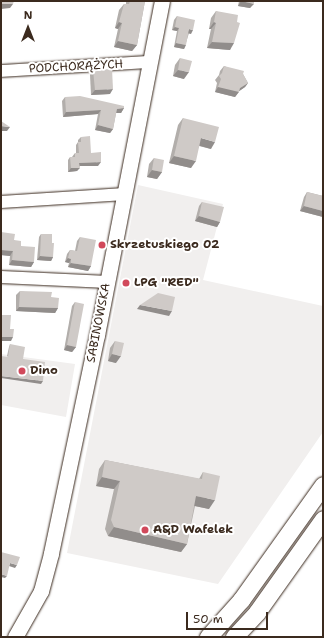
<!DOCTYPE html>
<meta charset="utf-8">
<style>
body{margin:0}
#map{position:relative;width:324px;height:638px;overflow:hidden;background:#fff;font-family:"Shantell Sans",sans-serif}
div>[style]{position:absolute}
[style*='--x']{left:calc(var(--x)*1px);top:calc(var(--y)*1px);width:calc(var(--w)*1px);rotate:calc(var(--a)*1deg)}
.built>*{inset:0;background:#f1efee}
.roads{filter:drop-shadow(0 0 1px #3b2a1e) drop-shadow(0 0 1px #3b2a1e)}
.minor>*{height:12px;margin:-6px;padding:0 6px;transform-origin:6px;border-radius:6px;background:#fff}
.tertiary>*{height:15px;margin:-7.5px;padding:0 7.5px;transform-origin:7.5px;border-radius:7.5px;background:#fff}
.secondary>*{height:17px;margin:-8.5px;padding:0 8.5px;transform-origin:8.5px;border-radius:8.5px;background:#fff}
.wall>*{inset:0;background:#b2aeab}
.shaded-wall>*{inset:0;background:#918d8b}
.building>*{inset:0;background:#cfcac7}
.dots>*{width:11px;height:11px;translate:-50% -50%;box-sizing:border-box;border:2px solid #fff;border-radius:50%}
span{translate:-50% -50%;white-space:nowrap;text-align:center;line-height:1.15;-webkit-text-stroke:4px #fff;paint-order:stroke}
.street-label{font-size:12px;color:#3b2a1e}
.poi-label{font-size:12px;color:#3b2a1e;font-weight:700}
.left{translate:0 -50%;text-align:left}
.frame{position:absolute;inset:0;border:2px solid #3b2a1e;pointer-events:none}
.north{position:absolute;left:8px;top:8px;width:40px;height:40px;-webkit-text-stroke:3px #fff;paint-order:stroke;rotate:0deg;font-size:11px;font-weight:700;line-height:16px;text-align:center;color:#3b2a1e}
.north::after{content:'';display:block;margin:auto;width:14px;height:18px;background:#3b2a1e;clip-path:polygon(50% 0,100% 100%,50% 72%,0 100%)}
.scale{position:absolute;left:186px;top:612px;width:82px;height:18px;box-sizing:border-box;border:2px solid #3b2a1e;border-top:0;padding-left:5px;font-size:12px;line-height:14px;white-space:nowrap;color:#3b2a1e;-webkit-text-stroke:3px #fff;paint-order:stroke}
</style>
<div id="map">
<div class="built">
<div style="clip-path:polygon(138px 185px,223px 204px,203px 280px,323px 306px,323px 432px,218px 584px,67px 553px)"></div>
<div style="clip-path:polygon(1px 354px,75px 364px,66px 417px,1px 405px)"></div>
</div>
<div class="roads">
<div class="minor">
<div style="--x:1;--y:71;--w:149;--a:-3.5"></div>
<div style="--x:1;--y:202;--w:124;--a:-3.7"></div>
<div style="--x:1;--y:277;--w:107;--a:2.7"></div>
</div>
<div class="tertiary">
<div style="--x:15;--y:637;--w:53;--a:-60.5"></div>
<div style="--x:41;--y:591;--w:39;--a:-75"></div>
<div style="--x:51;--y:553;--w:223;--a:-78.1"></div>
<div style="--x:97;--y:335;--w:340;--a:-79"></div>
</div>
<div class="secondary">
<div style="--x:208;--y:637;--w:50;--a:-48.3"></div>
<div style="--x:241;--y:600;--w:141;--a:-54.5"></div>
<div style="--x:234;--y:637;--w:34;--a:-47"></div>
<div style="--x:257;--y:612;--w:114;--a:-54.6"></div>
</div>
</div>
<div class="wall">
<div style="clip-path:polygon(126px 1px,145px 1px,137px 45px,132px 51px,114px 47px,118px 29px,115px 28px,119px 10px,124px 4px,126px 4px)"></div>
<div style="clip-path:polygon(239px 1px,254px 1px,250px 8px,238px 6px)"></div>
<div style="clip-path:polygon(216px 11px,237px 22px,230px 50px,207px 48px,211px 29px,209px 29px,211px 18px)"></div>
<div style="clip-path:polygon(177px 16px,191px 34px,189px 33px,184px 49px,174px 47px,177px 31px,172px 30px,174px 20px)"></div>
<div style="clip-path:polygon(180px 58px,184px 79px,173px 76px,175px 65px)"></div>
<div style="clip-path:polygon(224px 66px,243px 74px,248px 83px,245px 87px,239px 91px,235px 97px,215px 92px,217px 83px,215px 80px,219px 75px,220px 71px)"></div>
<div style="clip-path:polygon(93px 70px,110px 94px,91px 95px,90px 75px)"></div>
<div style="clip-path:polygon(65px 97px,124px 108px,121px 113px,116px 113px,113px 129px,110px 133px,95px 130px,98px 114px,63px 117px,62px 101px)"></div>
<div style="clip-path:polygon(183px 118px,211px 149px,199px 146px,191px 168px,169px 163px,178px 125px)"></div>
<div style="clip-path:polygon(81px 137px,98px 166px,80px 166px,77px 171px,68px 172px,68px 160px,70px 157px,72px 157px,75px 153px,76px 153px,76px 145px,78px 142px,78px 140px)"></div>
<div style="clip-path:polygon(154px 158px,162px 172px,157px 179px,147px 177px,149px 164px)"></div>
<div style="clip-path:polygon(307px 192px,323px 196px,323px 217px,300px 211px,304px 197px)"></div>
<div style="clip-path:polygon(202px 202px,220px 222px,217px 227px,195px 221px,199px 206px)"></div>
<div style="clip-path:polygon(1px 232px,14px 240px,21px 246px,34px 262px,31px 267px,9px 265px,10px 256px,1px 255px)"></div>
<div style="clip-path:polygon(41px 234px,52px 243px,53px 257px,51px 261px,37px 260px,39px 237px)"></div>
<div style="clip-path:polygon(80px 237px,91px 266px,88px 271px,68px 267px,69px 263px,65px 262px,67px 254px,70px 250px,75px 251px,77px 241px)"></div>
<div style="clip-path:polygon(20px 291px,51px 297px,58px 308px,55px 313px,16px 311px,16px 295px)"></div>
<div style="clip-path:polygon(75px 302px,76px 347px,72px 352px,64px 350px,72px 306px)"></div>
<div style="clip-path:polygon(115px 341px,116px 363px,108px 361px,110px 348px)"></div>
<div style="clip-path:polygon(10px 344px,23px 359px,41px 384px,7px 356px,9px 347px)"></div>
<div style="clip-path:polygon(105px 460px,199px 479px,203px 472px,209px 509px,195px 506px,187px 544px,181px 552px,108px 536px,105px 529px,114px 489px,96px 486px,99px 469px)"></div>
</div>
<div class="shaded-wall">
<div style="clip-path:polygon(241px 1px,254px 4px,250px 8px,238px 6px)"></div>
<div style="clip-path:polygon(1px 4px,13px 4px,10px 8px,1px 9px)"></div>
<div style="clip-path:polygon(119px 22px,122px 23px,118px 29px,115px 28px)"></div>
<div style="clip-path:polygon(214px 22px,216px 23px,211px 29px,209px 29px)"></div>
<div style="clip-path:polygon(175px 27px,179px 28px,177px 31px,172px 30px)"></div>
<div style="clip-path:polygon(189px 29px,193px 30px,191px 34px,187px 33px)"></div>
<div style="clip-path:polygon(118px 41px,137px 45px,132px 51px,114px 47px)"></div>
<div style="clip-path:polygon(212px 42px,234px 43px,230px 50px,207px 48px)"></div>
<div style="clip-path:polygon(176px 43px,186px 45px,184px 49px,174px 47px)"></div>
<div style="clip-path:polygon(178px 70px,189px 72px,184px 79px,173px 76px)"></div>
<div style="clip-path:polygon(248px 83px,245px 87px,238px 92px,239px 92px,235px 97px,215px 92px,218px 87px,240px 88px)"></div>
<div style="clip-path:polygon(113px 89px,110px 94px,91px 95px,95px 90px)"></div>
<div style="clip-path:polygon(124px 108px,121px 113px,114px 113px,117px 109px)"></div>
<div style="clip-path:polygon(101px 110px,98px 114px,63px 117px,66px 112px)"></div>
<div style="clip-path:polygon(98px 125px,113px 129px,110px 133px,95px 130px)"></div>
<div style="clip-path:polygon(1px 126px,10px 127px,7px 131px,1px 131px)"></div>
<div style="clip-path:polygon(201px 138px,215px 142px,211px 149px,197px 145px)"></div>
<div style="clip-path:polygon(174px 156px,196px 161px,191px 168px,169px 163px)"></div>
<div style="clip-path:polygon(101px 162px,98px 166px,77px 166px,79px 163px)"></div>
<div style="clip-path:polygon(71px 168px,80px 168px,77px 171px,68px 172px)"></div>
<div style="clip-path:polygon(152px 170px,162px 172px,157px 179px,147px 177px)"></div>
<div style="clip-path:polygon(304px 206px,323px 211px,323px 217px,300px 211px)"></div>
<div style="clip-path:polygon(199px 216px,220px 222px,217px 227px,195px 221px)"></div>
<div style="clip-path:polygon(1px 250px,13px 251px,10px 256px,1px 255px)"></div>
<div style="clip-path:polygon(40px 256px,53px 257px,51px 261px,37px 260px)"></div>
<div style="clip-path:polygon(68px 258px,71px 259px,69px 263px,65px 262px)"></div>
<div style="clip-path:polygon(12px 260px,34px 262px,31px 267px,9px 265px)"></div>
<div style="clip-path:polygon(71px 263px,91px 266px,88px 271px,68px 267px)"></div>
<div style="clip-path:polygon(140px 305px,172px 311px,169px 316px,137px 309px)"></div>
<div style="clip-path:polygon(19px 307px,58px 308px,55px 313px,16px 311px)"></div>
<div style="clip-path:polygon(1px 337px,13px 337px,11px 341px,1px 341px)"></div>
<div style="clip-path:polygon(67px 345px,76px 347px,72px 352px,64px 350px)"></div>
<div style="clip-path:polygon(112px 354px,121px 356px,116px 363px,108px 361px)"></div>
<div style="clip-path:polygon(1px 376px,43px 381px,41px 384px,1px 378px)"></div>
<div style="clip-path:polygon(102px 477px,120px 481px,114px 489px,96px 486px)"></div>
<div style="clip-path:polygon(196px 496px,215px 500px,209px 509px,190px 505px)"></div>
<div style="clip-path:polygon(114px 527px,187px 544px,181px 552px,108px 536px)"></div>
<div style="clip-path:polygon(10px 563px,17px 565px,15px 568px,9px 566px)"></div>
<div style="clip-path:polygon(1px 574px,7px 576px,5px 578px,1px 577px)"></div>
</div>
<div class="building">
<div style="clip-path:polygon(1px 1px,14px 1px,13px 4px,1px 4px)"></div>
<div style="clip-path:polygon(130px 1px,145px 1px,137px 45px,118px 41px,122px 23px,119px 22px,124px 4px,129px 4px)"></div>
<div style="clip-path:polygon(241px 1px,254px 1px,254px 4px)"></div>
<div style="clip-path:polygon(216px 11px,238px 15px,237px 22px,240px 23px,234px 43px,212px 42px,216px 23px,214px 22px)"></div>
<div style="clip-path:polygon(177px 16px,195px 20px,193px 30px,189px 29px,186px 45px,176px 43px,179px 28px,175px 27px)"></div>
<div style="clip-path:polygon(180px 58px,192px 61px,189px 72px,178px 70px)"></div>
<div style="clip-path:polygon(224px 66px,244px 71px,243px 74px,248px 83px,240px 88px,239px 92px,218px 87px,221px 79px,219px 76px,222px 73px)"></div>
<div style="clip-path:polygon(112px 69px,113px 89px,95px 90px,93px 70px)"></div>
<div style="clip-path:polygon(80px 96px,124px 106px,124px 108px,117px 109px,113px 129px,98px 125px,101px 110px,66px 112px,65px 97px)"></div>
<div style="clip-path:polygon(183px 118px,219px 127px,215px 142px,201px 138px,196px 161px,174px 156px)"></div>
<div style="clip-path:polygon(1px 121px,10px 127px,1px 126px)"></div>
<div style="clip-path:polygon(90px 136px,91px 153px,101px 152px,101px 162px,79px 163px,80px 168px,71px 168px,70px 157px,75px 157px,75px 153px,79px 153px,78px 142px,81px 142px,81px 137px)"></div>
<div style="clip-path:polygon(154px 158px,164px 160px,162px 172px,152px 170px)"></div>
<div style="clip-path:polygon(307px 192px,323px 196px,323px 211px,304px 206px)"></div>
<div style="clip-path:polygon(202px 202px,224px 207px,220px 222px,199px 216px)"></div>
<div style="clip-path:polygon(1px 232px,15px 234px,14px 240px,21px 241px,21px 246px,35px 247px,34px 262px,12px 260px,13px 251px,1px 250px)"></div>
<div style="clip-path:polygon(41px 234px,52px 234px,52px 243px,54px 243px,53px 257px,40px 256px)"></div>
<div style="clip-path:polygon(80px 237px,96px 240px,91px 266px,71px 263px,71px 259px,68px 258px,70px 250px,77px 251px)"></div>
<div style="clip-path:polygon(20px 291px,52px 292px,51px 297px,59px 298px,58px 308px,19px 307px)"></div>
<div style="clip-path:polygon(158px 293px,175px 297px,172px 311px,140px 305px)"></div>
<div style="clip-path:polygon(75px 302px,84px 304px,76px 347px,67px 345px)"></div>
<div style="clip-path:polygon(1px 315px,11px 315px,10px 329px,14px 329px,13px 337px,1px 337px)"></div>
<div style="clip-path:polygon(115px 341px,124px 343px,121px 356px,112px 354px)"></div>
<div style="clip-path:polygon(10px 344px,25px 347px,23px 359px,45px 362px,43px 381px,1px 376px,1px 356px,8px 357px)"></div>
<div style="clip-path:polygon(105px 460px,202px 479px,203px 472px,220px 476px,215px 500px,196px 496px,187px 544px,114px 527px,111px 520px,120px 481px,102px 477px)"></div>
<div style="clip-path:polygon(1px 552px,20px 557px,17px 565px,10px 563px,7px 576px,1px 574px)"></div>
</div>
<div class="dots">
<div style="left:102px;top:245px;background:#d1495b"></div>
<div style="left:126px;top:283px;background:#d1495b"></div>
<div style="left:22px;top:371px;background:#d1495b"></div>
<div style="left:145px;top:530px;background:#d1495b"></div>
</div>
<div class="street-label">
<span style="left:76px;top:67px;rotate:-3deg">PODCHORĄŻYCH</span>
<span style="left:99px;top:323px;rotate:-79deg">SABINOWSKA</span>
</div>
<div class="poi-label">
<span class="left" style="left:110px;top:245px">Skrzetuskiego 02</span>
<span class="left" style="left:134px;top:283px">LPG "RED"</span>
<span class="left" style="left:30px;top:371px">Dino</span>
<span class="left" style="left:153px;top:530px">A&amp;D Wafelek</span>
</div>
<div class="frame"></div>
<div class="north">N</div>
<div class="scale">50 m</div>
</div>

* What is expected:
Select every line in the material above where the string "roads" occurs, and copy it.

* Answer space:
.roads{filter:drop-shadow(0 0 1px #3b2a1e) drop-shadow(0 0 1px #3b2a1e)}
<div class="roads">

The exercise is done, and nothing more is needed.